As many in the Chapter know, we have held a New Year’s Day walk on January 1st for over a decade but this year it will be held on Sunday, January 4th instead. The reason is that Belle Isle State Park has a First Day Walk that in past year’s was held earlier in the day. But this year the Park’s walk will be held at 1 pm and is in direct conflict with the Society’s walk. Both are great events and conflicts are not and a few of our members have alerted us to the conflict, so the Hickory Hollow Skunk Cabbage New Year’s Walk has shifted to Sunday, January 4th at 1 pm and is still a New Year Nature Walk.
This event is a great way to get all nature loving folks and plant nerds out at the beginning of the year to see Virginia’s earliest blooming native plant, Skunk Cabbage. And the walk takes place in one of the Northern Neck’s best natural areas, Hickory Hollow Natural Area Preserve near Lancaster, off Regina Road.
Trip leaders, Betsy Washington and Kevin Howe from the Northern Neck Chapters of National Audubon Society and Virginia Native Plant Society will again lead this nature walk meeting at 1 pm at the Hickory Hollow parking lot. This is free and open to all.

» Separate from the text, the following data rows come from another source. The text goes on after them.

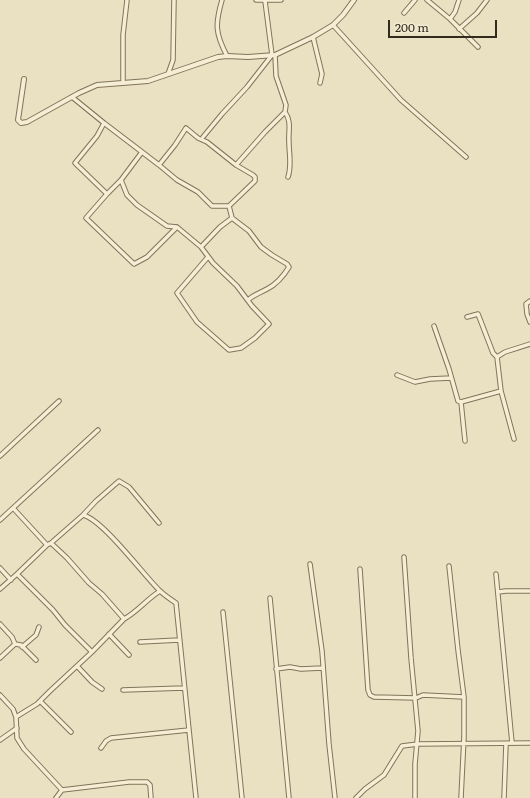 <!DOCTYPE html>
<html>
<head>
<meta charset="utf-8">
<style>
  body { margin:0 }
  #map { position:relative; width:530px; height:798px; overflow:hidden; background:#eae1c2; font-family:Literata,serif }
  canvas { display:block }
  .scale { position:absolute; left:388px; top:20px; width:109px; height:18px; box-sizing:border-box; border:2px solid #332a1e; border-top:0; padding-left:5px; font-size:12px; line-height:14px; white-space:nowrap; color:#332a1e; -webkit-text-stroke:3px #f2ebd1; paint-order:stroke }
</style>
</head>
<body>
<div id="map">
<canvas width="530" height="798"></canvas>
<div class="scale">200 m</div>
</div>
<script>
const ctx = document.querySelector('canvas').getContext('2d');
ctx.lineJoin = 'round';
function strokePath(path, color, width, dash) {
  ctx.strokeStyle = color;
  ctx.lineWidth = width;
  ctx.lineCap = dash ? 'butt' : 'round';
  ctx.setLineDash(dash || []);
  ctx.stroke(path);
}
const minor = new Path2D(`
  M 222,0 C 215,24 215,33 227,56
  M 256,0 L 281,0
  M 427,0 L 450,19 L 478,47
  M 404,13 L 415,0
  M 450,19 L 455,12 L 459,0
  M 333,25 L 401,100 L 466,157
  M 459,29 L 477,13 L 487,0
  M 313,37 L 322,74 L 320,83
  M 168,74 L 173,60 L 174,0
  M 123,83 L 123,35 L 127,0
  M 72,97 L 104,123
  M 285,112 C 292,122 288,131 289,143 C 289,154 292,165 288,177
  M 203,137 L 222,114 L 247,87 L 272,55 L 265,1
  M 142,152 L 104,123 L 97,136 L 75,163 L 107,194 L 121,180 L 127,195 L 137,205 L 167,226 L 177,227 L 201,247 L 220,227 L 232,218 L 229,206 L 255,181 L 255,177 L 253,175 L 236,165 L 265,132 L 285,112 L 286,105 L 276,76 L 275,55
  M 159,165 L 177,180 L 198,192 L 212,206 L 229,206
  M 121,180 L 142,152 L 159,165 L 175,145 L 186,128 L 198,138 L 207,142 L 236,165
  M 107,194 L 86,218 L 134,264 L 147,257 L 177,227
  M 232,218 L 249,231 L 261,247 L 272,255 L 287,264 L 289,267 C 283,277 277,284 267,289 C 260,293 253,295 248,300
  M 201,247 L 213,263 L 237,286 L 252,306 L 269,324 L 255,338 L 241,348 L 229,350 L 197,322 L 177,293 L 208,257
  M 530,301 L 526,304 L 527,314 L 530,322
  M 467,317 L 478,314 L 493,353 L 497,357 L 501,391 L 514,439
  M 434,326 L 449,369 L 458,401 L 461,402 L 501,391
  M 497,357 L 505,352 L 530,344
  M 397,375 L 415,382 L 430,379 L 451,378
  M 461,402 L 465,441
  M 0,456 L 59,401
  M 13,508 L 47,545
  M 83,515 L 96,501 L 119,481 L 129,487 L 159,523
  M 0,520 L 98,430
  M 404,557 L 411,658 L 418,731 L 415,764 L 415,798
  M 310,564 L 322,651 L 329,744 L 335,798
  M 449,566 L 458,650 L 464,697 L 464,737 L 461,798
  M 0,568 L 11,580
  M 360,569 L 368,690 L 370,695 L 374,697 L 416,698 L 423,695 L 464,697
  M 17,574 L 53,610 L 65,625 L 92,652 L 124,619
  M 496,574 L 512,743
  M 0,589 L 17,574 L 47,545 L 51,543
  M 160,591 C 147,599 137,612 124,619 L 102,594 L 89,583 L 67,558 L 51,543 L 83,515 C 103,520 142,573 159,590 C 164,595 170,599 176,603 L 196,798
  M 498,592 L 506,591 L 530,591
  M 270,598 L 289,798
  M 223,612 L 242,798
  M 0,624 L 12,637 L 15,644 L 0,658
  M 109,634 L 129,655
  M 140,642 L 179,640
  M 15,644 L 21,645 L 36,660
  M 22,647 L 36,635 L 39,627
  M 77,666 L 92,682 L 102,689
  M 276,669 L 290,667 L 301,669 L 322,668
  M 123,690 L 184,688
  M 0,695 L 13,709 L 16,717 L 17,738 L 24,749 L 62,790 L 56,798
  M 40,701 L 71,732
  M 16,717 L 37,704 L 50,691 L 92,652
  M 0,740 L 17,728
  M 101,748 L 106,741 L 111,738 L 189,730
  M 62,790 L 129,782 L 147,782 L 150,785 L 151,798
  M 356,798 L 365,789 L 384,775 L 402,746 L 418,744 L 530,743
  M 504,798 L 506,744`);
const tertiary = new Path2D(`
  M 24,79 L 18,120 L 21,123 L 27,122 L 79,93 L 97,85 L 148,81 L 218,57 L 227,56 L 248,57 L 275,55 L 313,37 L 333,25 L 343,15 L 354,0`);
strokePath(minor, '#82735b', 5.5);
strokePath(tertiary, '#82735b', 6);
strokePath(minor, '#f5eed4', 3.5);
strokePath(tertiary, '#f5eed4', 4);
</script>
</body>
</html>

“Most people have no idea that some plants, about 900 species, can produce their own heat and raise their temperature above the surrounding air. Skunk Cabbage is one of the few plants that can produce enough heat that it can even melt snow to burst through ice and snow and bloom in freezing temperatures, said Howe. Research has found it can generate enough heat to raise its temperature 25 to 70 or more degrees above air temperature for a period of time measure in days.” The walk will be about a two-mile roundtrip to Cabin Swamp. Although most of the trail is level, please wear sturdy shoes as the trail down to the swamp is narrow and steep. Also, at this time of year, the spores of a native plant called Clubmoss should be available to show off a bit of pyrotechnic showmanship”, said Howe.
Four of the 69 Virginia Natural Area Preserves are located in the Northern Neck and while all are jewels, Hickory Hollow may be the best with its numerous forested hiking trails throughout its 254 acres. All of the Commonwealth’s state natural area preserves were created and are protected because they contain some of the rarest natural communities and unique species habitats in Virginia. Hickory Hollow fits that definition well as it contains one of the few globally rare natural community known as a "Coastal Plain Basic Seepage Swamp” and supports a high level of biological diversity including one orchid found nor where else in Virginia.
Hickory Hollow was established in 2000 and is owned by the Northern Neck Audubon Society but managed by the Virginia Dept of Conservation and Recreation’s, Division of Natural Heritage. Please join the walk in Sunday, Sept. 4th at 1 pm.